What to work on:
Your answer should be one number, the count of lines in the data that hold "Oaks".

Records from a dataset
Segment Open

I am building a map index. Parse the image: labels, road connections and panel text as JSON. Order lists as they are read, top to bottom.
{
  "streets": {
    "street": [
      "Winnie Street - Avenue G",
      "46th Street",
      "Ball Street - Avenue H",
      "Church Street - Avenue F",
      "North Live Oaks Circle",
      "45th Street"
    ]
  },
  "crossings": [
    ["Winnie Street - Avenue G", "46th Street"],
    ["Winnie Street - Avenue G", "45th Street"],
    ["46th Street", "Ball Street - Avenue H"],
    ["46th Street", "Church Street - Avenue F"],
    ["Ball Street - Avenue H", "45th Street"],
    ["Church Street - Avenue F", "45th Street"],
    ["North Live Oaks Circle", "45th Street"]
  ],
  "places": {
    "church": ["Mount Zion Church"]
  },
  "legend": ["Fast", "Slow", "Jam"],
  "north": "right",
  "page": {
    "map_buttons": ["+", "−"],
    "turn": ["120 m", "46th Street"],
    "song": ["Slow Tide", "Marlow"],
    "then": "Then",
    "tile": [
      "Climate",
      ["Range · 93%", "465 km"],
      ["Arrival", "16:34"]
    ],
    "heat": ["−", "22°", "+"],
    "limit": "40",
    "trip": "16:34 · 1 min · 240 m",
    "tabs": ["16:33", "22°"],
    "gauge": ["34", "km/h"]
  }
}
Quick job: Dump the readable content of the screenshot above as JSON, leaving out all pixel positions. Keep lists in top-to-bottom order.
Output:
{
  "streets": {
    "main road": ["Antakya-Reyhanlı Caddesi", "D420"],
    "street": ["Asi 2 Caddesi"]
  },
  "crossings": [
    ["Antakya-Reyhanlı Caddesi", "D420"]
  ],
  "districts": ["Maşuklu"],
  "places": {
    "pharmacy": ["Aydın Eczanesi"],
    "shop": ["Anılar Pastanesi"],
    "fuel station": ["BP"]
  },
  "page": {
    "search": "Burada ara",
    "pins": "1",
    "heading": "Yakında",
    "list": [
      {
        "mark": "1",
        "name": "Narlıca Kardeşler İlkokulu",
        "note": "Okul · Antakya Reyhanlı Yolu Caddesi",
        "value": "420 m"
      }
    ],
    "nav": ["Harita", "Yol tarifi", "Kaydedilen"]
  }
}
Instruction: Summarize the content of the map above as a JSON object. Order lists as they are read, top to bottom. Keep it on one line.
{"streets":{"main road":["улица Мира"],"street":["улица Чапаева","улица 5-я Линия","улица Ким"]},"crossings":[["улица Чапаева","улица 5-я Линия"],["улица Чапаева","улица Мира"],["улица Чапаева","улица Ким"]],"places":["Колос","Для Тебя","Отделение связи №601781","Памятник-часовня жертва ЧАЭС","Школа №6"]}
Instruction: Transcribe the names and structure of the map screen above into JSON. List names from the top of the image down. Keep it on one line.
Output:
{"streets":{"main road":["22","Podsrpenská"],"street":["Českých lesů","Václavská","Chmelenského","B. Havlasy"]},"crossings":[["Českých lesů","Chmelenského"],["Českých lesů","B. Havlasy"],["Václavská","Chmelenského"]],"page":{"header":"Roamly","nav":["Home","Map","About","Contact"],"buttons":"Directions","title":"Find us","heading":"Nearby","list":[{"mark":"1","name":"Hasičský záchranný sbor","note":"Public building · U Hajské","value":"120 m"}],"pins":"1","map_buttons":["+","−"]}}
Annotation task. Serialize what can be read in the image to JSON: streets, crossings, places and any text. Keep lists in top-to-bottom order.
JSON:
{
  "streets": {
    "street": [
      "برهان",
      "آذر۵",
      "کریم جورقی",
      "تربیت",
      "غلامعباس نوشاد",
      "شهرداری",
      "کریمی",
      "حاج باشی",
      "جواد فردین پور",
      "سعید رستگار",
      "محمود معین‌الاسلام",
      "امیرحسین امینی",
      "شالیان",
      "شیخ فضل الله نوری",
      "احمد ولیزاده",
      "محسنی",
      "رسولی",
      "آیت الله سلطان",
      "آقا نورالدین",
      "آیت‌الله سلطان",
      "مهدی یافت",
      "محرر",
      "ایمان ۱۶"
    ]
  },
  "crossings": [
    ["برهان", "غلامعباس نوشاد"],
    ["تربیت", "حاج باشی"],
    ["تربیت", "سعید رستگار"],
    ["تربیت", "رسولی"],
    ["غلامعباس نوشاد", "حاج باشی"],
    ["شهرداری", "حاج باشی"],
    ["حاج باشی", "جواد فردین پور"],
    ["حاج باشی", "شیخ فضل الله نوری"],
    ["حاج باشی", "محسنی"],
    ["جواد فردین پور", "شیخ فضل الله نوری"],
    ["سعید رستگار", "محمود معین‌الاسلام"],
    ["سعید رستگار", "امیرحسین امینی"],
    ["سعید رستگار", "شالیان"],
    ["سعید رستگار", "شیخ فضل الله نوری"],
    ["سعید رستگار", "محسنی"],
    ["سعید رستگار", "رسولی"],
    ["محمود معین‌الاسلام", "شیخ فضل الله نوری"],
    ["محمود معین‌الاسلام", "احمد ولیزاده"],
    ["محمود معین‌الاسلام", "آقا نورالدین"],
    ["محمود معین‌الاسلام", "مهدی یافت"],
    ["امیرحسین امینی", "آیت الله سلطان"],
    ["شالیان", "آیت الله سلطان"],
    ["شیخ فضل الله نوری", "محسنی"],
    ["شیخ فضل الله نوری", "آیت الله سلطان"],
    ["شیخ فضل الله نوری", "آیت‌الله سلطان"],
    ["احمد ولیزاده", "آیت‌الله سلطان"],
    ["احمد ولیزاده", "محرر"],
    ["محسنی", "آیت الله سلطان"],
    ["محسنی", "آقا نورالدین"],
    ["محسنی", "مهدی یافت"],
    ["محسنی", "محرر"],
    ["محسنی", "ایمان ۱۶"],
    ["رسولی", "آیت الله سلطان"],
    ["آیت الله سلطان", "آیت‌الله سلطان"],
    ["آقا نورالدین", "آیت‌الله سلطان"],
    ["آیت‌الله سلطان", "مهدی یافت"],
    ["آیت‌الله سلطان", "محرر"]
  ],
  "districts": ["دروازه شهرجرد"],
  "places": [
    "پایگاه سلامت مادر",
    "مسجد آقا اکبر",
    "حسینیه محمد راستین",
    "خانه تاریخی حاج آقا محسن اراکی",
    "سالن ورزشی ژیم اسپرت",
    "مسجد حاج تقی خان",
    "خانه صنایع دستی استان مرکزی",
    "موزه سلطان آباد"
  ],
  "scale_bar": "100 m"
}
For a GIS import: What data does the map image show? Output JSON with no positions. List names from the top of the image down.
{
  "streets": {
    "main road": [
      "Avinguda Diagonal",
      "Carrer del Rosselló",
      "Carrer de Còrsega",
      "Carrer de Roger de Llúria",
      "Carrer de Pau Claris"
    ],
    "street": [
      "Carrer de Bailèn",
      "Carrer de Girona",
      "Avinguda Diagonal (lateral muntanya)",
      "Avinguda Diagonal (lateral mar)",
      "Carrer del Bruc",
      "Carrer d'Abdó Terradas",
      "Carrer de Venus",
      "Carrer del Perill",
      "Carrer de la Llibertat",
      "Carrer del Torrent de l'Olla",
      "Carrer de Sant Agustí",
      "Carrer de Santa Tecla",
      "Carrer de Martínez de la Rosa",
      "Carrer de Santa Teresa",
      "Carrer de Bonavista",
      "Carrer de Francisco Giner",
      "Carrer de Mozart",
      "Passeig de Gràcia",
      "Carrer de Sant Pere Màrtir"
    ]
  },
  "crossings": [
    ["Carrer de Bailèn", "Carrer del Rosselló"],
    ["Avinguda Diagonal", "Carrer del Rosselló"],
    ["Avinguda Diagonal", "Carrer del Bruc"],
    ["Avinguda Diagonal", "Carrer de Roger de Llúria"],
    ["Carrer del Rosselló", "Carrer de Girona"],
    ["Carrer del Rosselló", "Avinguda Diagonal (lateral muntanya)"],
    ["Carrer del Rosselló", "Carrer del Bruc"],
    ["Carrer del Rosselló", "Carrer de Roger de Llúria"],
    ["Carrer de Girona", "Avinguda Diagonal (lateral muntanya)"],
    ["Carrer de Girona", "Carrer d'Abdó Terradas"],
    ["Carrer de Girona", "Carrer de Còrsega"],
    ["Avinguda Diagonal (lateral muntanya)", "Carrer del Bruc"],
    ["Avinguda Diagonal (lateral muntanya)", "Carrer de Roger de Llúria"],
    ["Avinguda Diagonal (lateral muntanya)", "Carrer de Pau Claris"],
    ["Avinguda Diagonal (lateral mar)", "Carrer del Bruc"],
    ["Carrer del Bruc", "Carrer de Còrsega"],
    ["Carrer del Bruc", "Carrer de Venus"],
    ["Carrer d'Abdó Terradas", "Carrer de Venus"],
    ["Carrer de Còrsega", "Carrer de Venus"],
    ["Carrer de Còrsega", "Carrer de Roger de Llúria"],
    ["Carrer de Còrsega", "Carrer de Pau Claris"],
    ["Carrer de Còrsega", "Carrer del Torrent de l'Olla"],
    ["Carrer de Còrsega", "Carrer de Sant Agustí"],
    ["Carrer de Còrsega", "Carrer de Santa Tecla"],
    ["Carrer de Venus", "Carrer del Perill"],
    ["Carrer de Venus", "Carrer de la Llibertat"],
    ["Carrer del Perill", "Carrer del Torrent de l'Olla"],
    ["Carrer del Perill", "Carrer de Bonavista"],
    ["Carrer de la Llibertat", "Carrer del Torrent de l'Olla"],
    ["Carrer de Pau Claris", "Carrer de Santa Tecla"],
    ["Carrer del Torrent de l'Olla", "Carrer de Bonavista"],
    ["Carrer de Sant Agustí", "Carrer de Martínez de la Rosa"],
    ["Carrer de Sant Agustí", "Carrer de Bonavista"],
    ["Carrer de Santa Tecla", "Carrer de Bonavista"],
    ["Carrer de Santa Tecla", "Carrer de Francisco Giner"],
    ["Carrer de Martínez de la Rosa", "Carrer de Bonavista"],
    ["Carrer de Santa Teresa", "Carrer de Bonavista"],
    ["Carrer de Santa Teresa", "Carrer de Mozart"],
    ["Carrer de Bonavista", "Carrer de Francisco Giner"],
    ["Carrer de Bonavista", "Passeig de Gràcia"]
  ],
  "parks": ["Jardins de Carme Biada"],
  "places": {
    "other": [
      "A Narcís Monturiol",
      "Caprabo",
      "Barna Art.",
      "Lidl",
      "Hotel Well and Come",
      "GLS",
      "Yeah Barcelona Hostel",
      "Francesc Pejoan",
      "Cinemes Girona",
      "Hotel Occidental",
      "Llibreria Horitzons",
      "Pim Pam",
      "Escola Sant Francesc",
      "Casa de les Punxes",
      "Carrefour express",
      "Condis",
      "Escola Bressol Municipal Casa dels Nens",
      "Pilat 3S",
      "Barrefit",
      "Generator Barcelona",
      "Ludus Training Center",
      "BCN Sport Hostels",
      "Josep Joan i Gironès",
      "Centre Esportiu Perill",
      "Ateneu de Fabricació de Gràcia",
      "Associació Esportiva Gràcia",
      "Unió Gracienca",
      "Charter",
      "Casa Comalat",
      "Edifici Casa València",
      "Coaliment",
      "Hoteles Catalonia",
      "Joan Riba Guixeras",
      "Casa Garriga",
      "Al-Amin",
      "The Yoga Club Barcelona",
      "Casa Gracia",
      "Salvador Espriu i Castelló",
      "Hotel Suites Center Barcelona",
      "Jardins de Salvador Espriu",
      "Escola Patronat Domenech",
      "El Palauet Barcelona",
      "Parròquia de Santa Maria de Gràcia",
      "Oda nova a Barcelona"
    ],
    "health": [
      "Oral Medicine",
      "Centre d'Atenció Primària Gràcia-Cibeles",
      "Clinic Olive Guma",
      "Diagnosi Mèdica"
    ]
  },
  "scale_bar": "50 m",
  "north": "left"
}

Segment Closed

Solution:
2